“So these numbers are extraordinary,” Joe Hockey awkwardly said yesterday. “Imagine what our nation could do if we had a good government.”
Imagine, indeed. How much better could it possibly get?
As European economies fall like dominoes, as America lumbers painfully out of recession, as Asian markets cut growth forecasts, Australia marches on with a truly triumphant 4.3% annual jump in GDP. Mining is booming, the investment pipeline is clogged and productivity is up. The expected jump in the unemployment rate today belied the fact some 46,100 more full-time jobs were created in May.
But the Treasurer isn’t allowed to say that. That would be “gloating”, as Sydney’s tabloid terror wrote today.
People aren’t shopping (in traditional shops). Businesses are laying off workers (in declining sectors). Battlers are still battling. In an extraordinarily volatile global market, parts of the domestic economy are undoubtedly grinding wheels. Wayne’s Cheshire grin cruelly mocks them.
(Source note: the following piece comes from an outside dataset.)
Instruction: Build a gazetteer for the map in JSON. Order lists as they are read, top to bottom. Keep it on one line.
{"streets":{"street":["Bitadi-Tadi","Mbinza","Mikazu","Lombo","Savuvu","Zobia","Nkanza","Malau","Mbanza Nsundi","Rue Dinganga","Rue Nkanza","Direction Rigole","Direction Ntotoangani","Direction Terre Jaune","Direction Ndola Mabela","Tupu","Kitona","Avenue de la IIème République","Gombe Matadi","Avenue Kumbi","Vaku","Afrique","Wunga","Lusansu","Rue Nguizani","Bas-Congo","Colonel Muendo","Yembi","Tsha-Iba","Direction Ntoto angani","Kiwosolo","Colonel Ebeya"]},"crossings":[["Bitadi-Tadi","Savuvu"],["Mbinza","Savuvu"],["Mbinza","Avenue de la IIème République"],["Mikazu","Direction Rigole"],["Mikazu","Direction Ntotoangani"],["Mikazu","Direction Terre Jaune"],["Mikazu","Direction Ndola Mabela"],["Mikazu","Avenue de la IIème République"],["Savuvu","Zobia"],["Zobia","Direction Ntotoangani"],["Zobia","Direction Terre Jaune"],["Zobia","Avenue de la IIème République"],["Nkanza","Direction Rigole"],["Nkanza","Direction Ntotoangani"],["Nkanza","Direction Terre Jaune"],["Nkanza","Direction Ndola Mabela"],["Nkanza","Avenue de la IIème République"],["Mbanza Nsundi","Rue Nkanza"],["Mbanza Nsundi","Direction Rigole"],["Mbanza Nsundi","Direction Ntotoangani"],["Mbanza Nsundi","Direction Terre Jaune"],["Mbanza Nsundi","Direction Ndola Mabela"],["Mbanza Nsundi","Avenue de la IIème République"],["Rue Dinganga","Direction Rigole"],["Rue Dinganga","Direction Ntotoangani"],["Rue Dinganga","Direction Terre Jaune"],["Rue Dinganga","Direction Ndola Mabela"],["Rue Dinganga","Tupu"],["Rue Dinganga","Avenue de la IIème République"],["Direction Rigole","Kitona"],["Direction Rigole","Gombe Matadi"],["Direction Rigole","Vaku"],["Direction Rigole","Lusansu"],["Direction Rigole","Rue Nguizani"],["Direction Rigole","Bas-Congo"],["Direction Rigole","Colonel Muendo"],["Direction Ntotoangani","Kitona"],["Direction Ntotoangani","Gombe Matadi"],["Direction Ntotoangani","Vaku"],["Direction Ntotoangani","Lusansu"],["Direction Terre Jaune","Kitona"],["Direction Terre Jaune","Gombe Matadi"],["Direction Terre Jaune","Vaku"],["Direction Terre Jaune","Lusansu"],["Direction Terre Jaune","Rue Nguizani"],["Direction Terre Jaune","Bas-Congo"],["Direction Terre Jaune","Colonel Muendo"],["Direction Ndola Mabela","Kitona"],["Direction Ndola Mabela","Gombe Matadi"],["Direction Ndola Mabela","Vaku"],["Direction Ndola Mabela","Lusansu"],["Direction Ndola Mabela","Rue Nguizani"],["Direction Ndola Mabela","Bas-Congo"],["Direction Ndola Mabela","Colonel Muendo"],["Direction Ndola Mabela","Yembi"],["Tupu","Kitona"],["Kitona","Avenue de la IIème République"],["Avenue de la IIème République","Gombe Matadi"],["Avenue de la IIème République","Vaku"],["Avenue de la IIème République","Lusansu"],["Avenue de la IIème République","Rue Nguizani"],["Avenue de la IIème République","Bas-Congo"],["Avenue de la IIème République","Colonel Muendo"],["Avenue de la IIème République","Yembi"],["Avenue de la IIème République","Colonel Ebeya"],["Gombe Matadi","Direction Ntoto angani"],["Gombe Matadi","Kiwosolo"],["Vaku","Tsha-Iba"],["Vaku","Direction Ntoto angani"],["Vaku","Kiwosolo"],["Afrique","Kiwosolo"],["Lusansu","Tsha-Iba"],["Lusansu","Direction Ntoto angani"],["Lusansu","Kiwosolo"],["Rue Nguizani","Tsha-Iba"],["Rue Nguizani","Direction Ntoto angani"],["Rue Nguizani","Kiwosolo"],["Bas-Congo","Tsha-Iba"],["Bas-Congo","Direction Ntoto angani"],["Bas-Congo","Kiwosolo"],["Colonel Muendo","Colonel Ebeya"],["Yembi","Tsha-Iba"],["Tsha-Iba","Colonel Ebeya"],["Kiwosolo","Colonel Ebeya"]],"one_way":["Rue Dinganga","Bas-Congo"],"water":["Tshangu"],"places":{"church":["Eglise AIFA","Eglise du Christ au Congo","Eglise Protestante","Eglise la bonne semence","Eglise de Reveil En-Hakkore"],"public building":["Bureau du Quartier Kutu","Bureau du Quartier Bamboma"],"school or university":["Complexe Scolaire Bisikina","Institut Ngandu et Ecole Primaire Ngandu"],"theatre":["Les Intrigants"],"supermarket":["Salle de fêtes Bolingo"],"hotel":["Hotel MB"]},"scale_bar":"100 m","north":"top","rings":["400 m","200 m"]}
But these are structural changes in an economy undergoing not one but several major transitions — not just a made-in-China mining boom but the impact of the internet and the transformation of Australia into a safe haven for worried investors. The government would be foolish to try to stop any of them and has mostly refrained.
The genuine doom and gloom from some only makes the macro picture even more impressive. If this isn’t good economic management, it’s hard to know what would be.